Pratik Singh

• Bacterial cell envelope acts as a first line of defense against various antibacterial compounds. Antibacterial compounds such as antibiotics and antimicrobial peptides need to penetrate the outer membrane barrier of the cell envelope to reach their target site. Hydrophilic antibiotics such as penicillins and carbapenems are known to utilize water-filled protein channels in the outer-membrane to diffuse inside the cell periplasm. Down-regulation in expression of channel proteins and mutations in important amino acid residues of the proteins channels are often induced to limit the permeation of penetrating antibiotics. This thesis highlights an interdisciplinary approach to comprehend the mechanisms of antibiotics translocation through the bacterial cell envelope. In vitro single channel electrophysiology experiments, in vivo biological assays and molecular dynamics simulation studies are combined together to obtain an atomistic and molecular detail of antibiotic permeation through the outer membrane protein channels. Antibiotics interaction with the outer-membrane proteins channels from Gram-negative bacteria such as Escherichia coli and Enterobacter aerogenes and Gram-positive bacteria Nocardia farcinica have been characterized in detail. Here, we present two fascinating aspects that could alter the interaction of antibiotic with the protein channels. First, the biophysical characteristics of membrane proteins play a significant role in determining the translocation of antibiotics.
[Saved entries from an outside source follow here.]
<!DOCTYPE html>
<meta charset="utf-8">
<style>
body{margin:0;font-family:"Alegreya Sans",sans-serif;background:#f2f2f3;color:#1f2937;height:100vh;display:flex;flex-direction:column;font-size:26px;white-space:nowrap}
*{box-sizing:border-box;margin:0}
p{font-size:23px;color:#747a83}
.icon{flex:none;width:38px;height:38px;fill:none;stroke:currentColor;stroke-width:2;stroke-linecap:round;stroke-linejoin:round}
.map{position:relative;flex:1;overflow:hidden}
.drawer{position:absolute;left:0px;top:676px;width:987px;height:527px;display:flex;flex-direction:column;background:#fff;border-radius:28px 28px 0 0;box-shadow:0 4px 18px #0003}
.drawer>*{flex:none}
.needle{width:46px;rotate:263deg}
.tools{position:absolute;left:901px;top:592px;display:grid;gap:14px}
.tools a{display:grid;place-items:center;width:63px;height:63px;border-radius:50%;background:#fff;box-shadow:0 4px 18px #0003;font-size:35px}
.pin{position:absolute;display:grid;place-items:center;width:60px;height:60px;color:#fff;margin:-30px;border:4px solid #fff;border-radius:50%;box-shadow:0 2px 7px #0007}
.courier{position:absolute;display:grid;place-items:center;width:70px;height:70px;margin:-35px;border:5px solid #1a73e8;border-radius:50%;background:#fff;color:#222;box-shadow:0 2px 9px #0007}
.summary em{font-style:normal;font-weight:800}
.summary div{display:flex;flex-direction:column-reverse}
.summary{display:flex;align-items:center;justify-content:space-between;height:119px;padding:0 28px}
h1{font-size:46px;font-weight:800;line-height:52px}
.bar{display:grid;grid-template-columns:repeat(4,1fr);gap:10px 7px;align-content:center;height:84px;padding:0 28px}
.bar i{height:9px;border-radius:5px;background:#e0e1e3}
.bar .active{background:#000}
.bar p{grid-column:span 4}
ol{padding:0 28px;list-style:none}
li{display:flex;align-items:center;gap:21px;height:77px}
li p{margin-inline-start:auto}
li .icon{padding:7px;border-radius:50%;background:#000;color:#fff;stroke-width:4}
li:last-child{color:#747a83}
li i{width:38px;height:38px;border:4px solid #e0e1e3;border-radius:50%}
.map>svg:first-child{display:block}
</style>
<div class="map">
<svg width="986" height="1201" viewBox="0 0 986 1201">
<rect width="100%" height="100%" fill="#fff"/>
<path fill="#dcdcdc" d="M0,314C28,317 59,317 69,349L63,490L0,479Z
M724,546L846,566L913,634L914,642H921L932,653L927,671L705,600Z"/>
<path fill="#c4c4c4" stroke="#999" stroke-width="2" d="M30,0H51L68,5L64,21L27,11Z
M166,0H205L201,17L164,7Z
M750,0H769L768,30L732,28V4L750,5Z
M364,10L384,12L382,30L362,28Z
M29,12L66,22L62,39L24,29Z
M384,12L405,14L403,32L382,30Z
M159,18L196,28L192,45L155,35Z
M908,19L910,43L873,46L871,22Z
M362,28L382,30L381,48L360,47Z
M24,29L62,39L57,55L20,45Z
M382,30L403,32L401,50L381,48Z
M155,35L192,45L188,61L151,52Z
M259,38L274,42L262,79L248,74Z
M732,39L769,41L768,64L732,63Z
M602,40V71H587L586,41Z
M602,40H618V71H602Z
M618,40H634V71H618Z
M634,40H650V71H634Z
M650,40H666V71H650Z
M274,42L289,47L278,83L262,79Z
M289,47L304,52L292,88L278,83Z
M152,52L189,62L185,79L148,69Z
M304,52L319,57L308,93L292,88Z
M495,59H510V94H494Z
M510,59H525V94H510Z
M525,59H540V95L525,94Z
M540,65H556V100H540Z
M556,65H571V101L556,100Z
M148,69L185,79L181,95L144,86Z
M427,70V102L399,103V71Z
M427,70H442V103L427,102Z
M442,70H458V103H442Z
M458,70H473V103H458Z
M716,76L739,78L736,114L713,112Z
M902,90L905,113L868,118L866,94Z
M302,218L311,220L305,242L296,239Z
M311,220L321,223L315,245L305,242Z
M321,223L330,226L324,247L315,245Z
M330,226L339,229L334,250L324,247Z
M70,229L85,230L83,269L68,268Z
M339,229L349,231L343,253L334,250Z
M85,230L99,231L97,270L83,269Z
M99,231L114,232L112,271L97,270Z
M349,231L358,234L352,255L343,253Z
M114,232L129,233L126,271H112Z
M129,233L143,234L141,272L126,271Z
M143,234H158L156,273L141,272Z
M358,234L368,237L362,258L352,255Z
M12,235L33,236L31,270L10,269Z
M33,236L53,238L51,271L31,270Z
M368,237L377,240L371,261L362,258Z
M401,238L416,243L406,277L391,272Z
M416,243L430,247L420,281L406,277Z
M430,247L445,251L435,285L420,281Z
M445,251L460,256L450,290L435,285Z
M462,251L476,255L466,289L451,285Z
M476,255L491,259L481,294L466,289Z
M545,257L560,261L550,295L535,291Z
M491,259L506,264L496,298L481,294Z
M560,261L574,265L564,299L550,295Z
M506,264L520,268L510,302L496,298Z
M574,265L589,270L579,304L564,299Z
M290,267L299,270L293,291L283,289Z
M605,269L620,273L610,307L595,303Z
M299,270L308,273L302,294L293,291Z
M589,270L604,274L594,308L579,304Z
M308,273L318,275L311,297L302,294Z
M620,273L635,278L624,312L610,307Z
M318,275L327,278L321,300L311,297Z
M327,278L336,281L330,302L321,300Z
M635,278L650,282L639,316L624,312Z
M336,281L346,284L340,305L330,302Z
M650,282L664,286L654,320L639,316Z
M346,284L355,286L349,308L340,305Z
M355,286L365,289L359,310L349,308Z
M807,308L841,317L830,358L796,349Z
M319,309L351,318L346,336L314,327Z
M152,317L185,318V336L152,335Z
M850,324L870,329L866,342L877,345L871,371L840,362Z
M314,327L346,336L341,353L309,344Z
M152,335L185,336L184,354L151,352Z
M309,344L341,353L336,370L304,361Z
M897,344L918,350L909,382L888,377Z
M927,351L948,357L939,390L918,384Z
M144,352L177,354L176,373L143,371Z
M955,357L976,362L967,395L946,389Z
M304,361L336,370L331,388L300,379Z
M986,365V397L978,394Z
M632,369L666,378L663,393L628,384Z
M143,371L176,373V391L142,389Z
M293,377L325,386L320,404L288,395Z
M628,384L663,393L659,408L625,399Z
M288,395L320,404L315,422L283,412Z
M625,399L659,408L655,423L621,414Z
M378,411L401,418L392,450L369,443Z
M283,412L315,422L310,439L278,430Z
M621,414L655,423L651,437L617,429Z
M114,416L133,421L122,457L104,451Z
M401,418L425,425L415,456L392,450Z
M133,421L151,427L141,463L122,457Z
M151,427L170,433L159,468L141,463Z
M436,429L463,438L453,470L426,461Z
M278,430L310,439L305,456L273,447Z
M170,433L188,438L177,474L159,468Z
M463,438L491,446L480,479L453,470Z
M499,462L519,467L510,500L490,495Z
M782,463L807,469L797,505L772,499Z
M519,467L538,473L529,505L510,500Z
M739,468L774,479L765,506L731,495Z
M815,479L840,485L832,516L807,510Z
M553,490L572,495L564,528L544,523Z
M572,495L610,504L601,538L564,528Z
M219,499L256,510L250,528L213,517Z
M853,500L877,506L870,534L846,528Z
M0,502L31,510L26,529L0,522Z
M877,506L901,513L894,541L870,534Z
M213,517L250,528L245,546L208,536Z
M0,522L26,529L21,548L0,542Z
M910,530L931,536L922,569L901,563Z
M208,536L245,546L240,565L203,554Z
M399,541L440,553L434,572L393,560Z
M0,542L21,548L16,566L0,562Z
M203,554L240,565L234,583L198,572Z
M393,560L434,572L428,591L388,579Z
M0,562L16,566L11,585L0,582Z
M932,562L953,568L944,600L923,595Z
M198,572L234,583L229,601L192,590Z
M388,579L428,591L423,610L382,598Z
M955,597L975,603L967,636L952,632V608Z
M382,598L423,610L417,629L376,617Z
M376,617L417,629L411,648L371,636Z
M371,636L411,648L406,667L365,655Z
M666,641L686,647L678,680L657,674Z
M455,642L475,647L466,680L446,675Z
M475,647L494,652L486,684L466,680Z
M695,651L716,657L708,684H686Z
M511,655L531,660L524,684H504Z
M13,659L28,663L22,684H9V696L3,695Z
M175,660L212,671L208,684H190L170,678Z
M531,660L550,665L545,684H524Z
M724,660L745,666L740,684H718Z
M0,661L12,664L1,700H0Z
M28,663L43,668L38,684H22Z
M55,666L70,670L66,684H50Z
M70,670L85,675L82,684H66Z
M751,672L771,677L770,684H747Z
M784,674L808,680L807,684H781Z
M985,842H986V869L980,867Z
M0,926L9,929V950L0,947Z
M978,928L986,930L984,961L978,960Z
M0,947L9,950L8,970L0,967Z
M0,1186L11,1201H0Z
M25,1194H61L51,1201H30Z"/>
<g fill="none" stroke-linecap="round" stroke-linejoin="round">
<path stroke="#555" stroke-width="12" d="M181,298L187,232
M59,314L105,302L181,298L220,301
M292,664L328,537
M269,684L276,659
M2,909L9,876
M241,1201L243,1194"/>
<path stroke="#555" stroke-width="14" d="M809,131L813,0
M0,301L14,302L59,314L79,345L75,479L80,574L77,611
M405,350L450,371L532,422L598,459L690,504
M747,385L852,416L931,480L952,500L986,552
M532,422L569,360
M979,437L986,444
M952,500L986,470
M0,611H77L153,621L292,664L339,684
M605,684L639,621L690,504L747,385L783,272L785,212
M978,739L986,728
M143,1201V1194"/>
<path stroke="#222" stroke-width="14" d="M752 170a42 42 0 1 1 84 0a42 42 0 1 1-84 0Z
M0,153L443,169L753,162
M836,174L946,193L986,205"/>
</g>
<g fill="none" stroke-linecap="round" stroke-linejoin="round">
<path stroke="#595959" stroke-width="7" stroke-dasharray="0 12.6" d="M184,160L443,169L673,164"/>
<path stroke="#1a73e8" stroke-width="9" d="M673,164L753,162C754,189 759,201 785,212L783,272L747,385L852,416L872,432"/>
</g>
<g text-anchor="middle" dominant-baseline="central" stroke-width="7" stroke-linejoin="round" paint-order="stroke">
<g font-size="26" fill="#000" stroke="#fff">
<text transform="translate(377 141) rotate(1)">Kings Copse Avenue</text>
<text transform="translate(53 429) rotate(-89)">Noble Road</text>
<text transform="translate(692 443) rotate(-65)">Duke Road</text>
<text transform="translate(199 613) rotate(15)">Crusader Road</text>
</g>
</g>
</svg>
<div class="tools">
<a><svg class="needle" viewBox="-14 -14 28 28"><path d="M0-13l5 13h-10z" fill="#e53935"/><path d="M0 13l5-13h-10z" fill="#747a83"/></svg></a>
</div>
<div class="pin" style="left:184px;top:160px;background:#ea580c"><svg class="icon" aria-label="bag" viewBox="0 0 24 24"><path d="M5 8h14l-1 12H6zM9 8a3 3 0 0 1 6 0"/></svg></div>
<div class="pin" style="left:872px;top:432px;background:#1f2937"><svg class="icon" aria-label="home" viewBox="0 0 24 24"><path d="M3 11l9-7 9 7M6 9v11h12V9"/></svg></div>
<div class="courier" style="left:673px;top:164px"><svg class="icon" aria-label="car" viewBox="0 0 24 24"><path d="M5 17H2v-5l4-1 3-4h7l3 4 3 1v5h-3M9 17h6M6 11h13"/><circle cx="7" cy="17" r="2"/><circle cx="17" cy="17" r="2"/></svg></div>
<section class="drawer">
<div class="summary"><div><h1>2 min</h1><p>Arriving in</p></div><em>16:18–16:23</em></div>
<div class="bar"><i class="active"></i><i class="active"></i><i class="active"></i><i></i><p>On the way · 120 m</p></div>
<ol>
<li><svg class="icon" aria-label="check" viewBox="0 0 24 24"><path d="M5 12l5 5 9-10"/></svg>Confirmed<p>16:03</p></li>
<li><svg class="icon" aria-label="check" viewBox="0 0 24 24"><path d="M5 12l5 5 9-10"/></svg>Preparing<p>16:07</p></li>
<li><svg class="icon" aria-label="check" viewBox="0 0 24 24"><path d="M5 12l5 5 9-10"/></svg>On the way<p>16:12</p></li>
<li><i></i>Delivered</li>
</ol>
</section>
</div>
For example, we have shown how the negatively charged N. farcinica porin allow the permeation of positively charged antibiotics; however neutralizing the negatively charged residues of the pore showed a depleted interaction of positively charged antibiotics. Second, the external conditions can also drastically change the kinetics of antibiotic interaction with the channel protein. For instance, we have shown that the presence of magnesium ion in the solution can modulate the kinetics of enrofloxacin interaction with the E. coli OmpF porin. Similarly, changing the external electrolyte solution from potassium chloride to bulky ionic liquid solution can drastically slow down the kinetics of antibiotic with the channel protein. Overall, we have explored various aspects involved in understanding the permeation of hydrophilic antibiotics through the outer-membrane protein channels.